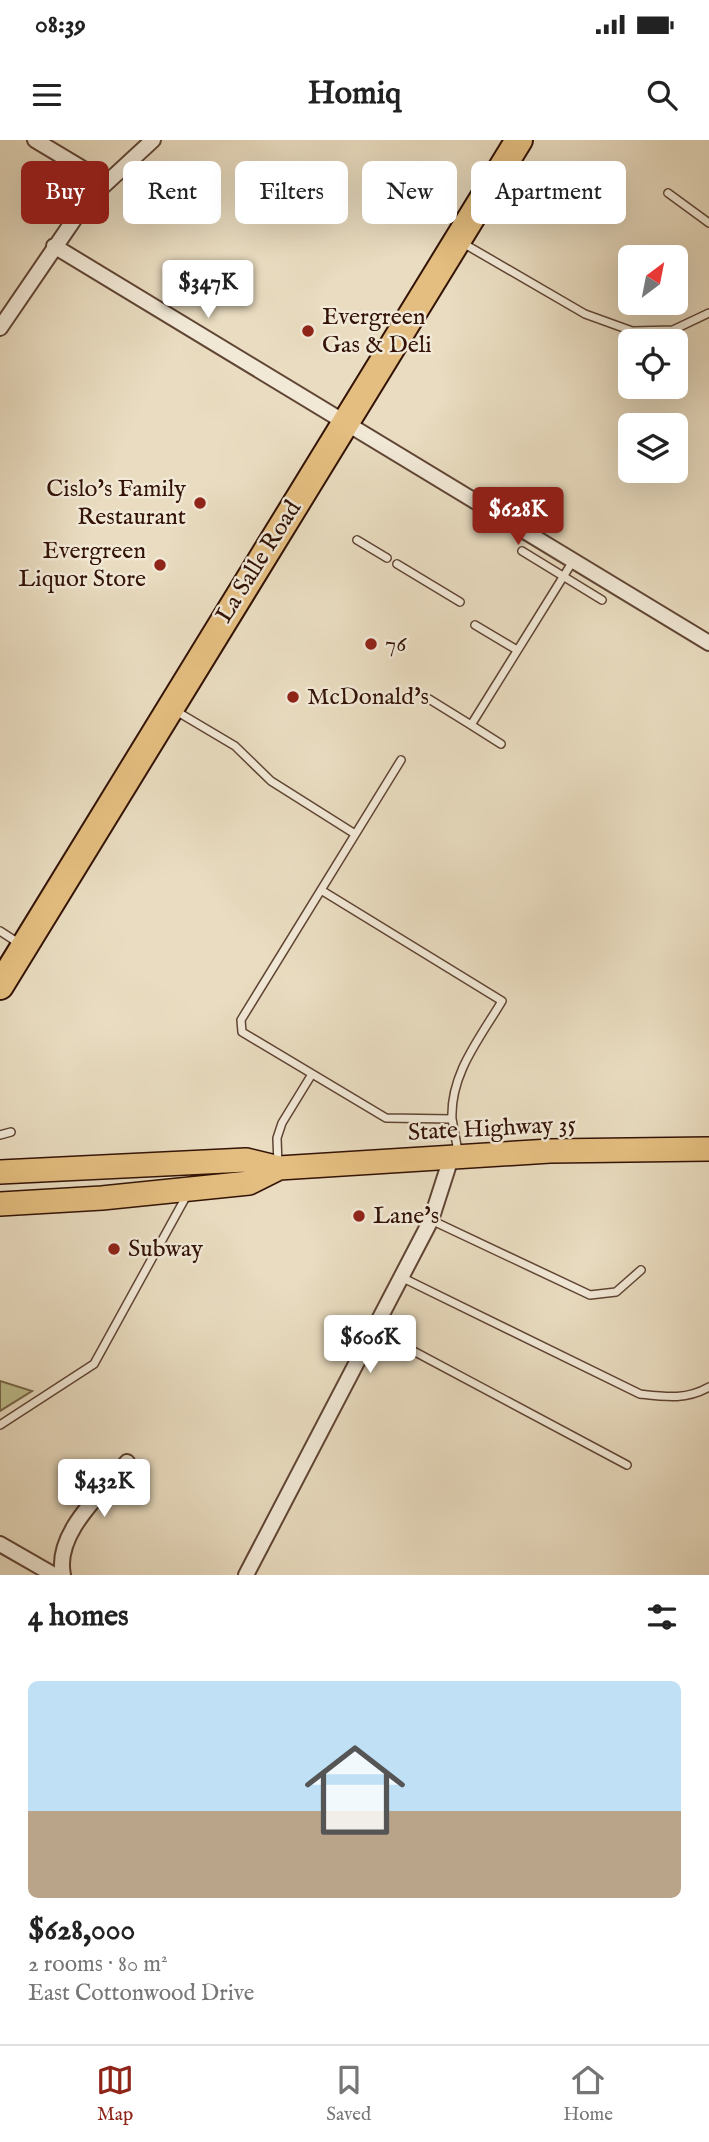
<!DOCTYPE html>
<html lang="en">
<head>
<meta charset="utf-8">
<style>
	:root { --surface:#fff; --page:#f6f6f6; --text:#222; --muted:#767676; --line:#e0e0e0; --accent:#8f2418 }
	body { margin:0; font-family:"IM FELL English",serif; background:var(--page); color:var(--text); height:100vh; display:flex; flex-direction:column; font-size:26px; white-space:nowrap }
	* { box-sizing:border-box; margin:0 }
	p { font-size:23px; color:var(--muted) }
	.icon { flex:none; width:38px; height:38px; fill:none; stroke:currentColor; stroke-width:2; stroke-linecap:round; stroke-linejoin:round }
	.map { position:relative; height:1435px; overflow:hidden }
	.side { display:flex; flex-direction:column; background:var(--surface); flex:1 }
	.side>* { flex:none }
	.hud { position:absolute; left:21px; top:21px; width:668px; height:63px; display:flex; gap:14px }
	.needle { width:46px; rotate:32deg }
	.controls { position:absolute; left:618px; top:105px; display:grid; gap:14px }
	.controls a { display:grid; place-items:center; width:70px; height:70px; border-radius:10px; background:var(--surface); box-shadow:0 7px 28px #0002; font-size:35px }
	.price { position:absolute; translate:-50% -60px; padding:0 16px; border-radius:7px; background:#fff; color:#222; font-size:23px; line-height:46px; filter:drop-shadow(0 2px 4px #0008) }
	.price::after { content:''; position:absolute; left:50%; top:42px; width:21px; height:16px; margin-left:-10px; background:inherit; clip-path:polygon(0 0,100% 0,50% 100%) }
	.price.current { background:var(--accent); color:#fff }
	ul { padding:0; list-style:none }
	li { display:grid; align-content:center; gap:14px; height:371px; padding:0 28px }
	li span { display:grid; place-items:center; height:217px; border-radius:10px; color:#555 }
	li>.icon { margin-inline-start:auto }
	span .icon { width:126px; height:126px; fill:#fffc; stroke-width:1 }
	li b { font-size:30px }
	h2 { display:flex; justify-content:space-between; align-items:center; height:84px; padding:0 28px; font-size:30px }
	.chip { padding:0 24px; border-radius:10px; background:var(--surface); box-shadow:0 7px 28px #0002; font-size:24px; line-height:63px }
	.chip.current { background:var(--accent); color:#fff }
	.status { display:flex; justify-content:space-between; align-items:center; height:49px; padding:0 35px; background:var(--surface); direction:ltr }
	.status svg { height:19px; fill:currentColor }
	header { display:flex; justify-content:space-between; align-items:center; height:91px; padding:0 28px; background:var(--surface); font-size:32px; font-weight:700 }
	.tab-bar { display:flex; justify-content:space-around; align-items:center; height:98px; border-top:2px solid var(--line); background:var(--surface); font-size:19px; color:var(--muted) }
	.tab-bar a { display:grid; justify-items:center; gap:4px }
	.tab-bar .current { color:var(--accent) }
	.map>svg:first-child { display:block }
</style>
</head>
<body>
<div class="status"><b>08:39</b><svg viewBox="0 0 49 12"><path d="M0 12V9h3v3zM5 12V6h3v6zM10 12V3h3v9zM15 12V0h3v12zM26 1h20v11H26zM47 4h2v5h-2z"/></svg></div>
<header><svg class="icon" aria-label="menu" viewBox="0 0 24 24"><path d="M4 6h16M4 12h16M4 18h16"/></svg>Homiq<svg class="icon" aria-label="search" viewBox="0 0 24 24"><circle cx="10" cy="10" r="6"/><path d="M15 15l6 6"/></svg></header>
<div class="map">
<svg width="709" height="1435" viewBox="0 0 709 1435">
	<rect width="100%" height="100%" fill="#e9dcc0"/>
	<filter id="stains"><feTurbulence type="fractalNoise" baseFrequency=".00286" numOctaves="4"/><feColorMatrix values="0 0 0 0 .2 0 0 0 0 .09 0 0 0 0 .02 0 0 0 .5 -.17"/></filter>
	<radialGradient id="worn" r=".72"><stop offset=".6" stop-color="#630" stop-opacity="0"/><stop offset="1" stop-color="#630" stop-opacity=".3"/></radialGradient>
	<!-- green -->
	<path fill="#bebe8d" stroke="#78684a" stroke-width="2" d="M 0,1241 L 32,1251 L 0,1271 Z"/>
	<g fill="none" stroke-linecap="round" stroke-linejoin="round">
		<defs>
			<path id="lane" d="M 668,53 L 709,83
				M 461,102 L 585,174 L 632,191 L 673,190 L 709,173
				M 357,400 L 387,418
				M 522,411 L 602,460
				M 397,424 L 460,462
				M 475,485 L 517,510
				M 429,559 L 471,585 L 573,421
				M 176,571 L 235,606 L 271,641 L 355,694
				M 471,585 L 501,604
				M 401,620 L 241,880 L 242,892 L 386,978 L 452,979 L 457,1006 L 453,1013
				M 321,750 L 502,861 C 480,898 450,934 452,979
				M 0,791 L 20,804
				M 0,995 L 11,992
				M 278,1026 L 277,998 L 282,983 L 312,934
				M 431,1080 L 590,1155 L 616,1152 L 641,1130
				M 401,1137 L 640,1254 C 666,1257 686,1260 709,1247
				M 374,1190 L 627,1325
				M 0,1285 L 94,1224 L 188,1053"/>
			<path id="street" d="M 35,0 L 105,42
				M 54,106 L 709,503
				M 0,188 L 86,62 L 153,0
				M 0,1404 L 54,1435
				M 63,1435 C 54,1393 103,1352 127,1322
				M 246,1435 L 431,1080 L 451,1018"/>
			<path id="primary" d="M 0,1032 L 246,1020 L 279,1028 L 550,1011 L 709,1009
				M 0,1064 L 102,1058 L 249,1043 L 279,1028"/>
			<path id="highway" d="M 0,846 L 519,0"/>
		</defs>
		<!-- lane casing -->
		<use href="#lane" stroke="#604534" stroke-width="10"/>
		<!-- street casing -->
		<use href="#street" stroke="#604534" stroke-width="18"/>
		<!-- primary casing -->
		<use href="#primary" stroke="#331306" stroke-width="26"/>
		<!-- highway casing -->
		<use href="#highway" stroke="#331306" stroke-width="30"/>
		<!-- lane -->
		<use href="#lane" stroke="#f1e8d6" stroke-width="7"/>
		<!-- street -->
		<use href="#street" stroke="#f1e8d6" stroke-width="14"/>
		<!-- primary -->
		<use href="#primary" stroke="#e4be80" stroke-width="23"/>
		<!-- highway -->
		<use href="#highway" stroke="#e4be80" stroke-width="26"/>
	</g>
	<!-- markers -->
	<g fill="#8f2418" stroke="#f1e8d6" stroke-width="2.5">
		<circle cx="308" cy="191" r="7"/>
		<circle cx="200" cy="363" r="7"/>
		<circle cx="160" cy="425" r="7"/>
		<circle cx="371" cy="504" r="7"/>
		<circle cx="293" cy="557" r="7"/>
		<circle cx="359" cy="1076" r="7"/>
		<circle cx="114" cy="1109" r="7"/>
	</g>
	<g text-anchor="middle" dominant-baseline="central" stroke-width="5" stroke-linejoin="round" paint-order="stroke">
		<!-- poi labels -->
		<g font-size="24" fill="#331306" stroke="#f1e8d6" text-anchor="start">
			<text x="322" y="177">Evergreen<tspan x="322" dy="28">Gas &amp; Deli</tspan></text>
			<text x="186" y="349" text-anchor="end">Cislo's Family<tspan x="186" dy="28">Restaurant</tspan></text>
			<text x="146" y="411" text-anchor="end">Evergreen<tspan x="146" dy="28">Liquor Store</tspan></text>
			<text x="385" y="504">76</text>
			<text x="307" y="557">McDonald's</text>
			<text x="373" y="1076">Lane's</text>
			<text x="128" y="1109">Subway</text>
		</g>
		<!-- street labels -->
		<g font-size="24" fill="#331306" stroke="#f1e8d6">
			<text transform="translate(259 422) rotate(-58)">La Salle Road</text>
			<text transform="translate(492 989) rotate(-3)">State Highway 35</text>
		</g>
	</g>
	<rect width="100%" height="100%" filter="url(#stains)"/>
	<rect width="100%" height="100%" fill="url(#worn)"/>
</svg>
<div class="controls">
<a><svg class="needle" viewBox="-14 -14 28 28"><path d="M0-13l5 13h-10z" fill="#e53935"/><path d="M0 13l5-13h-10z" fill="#767676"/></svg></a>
<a><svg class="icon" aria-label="locate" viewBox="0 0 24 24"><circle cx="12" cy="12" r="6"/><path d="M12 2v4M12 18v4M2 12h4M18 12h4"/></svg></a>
<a><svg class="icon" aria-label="layers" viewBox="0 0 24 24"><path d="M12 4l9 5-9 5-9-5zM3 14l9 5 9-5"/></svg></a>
</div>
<b class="price" style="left:208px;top:180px">$347K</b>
<b class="price current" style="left:518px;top:407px">$628K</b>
<b class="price" style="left:370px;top:1235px">$606K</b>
<b class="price" style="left:104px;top:1379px">$432K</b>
<div class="hud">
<a class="chip current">Buy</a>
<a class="chip">Rent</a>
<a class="chip">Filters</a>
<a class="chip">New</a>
<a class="chip">Apartment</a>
</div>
</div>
<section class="side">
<h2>4 homes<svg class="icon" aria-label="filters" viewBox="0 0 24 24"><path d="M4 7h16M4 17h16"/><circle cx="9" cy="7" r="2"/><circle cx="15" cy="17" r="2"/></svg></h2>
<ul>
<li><span style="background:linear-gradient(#bfe0f5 60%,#b9a48a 0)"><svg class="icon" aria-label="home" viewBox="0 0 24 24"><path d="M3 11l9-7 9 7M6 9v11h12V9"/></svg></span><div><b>$628,000</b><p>2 rooms · 80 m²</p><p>East Cottonwood Drive</p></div></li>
</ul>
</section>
<nav class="tab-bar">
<a class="current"><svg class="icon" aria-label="map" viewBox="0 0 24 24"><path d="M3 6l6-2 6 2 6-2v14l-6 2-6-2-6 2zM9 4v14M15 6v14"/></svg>Map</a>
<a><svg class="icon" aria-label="saved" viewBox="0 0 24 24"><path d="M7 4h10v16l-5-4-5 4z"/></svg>Saved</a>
<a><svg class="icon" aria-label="home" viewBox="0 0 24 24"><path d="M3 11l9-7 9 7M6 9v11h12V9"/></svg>Home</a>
</nav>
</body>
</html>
----
How to complete this task
Return, from the data above, each line in which the string "linejoin" appears.

Solution for this task
	.icon { flex:none; width:38px; height:38px; fill:none; stroke:currentColor; stroke-width:2; stroke-linecap:round; stroke-linejoin:round }
	<g fill="none" stroke-linecap="round" stroke-linejoin="round">
	<g text-anchor="middle" dominant-baseline="central" stroke-width="5" stroke-linejoin="round" paint-order="stroke">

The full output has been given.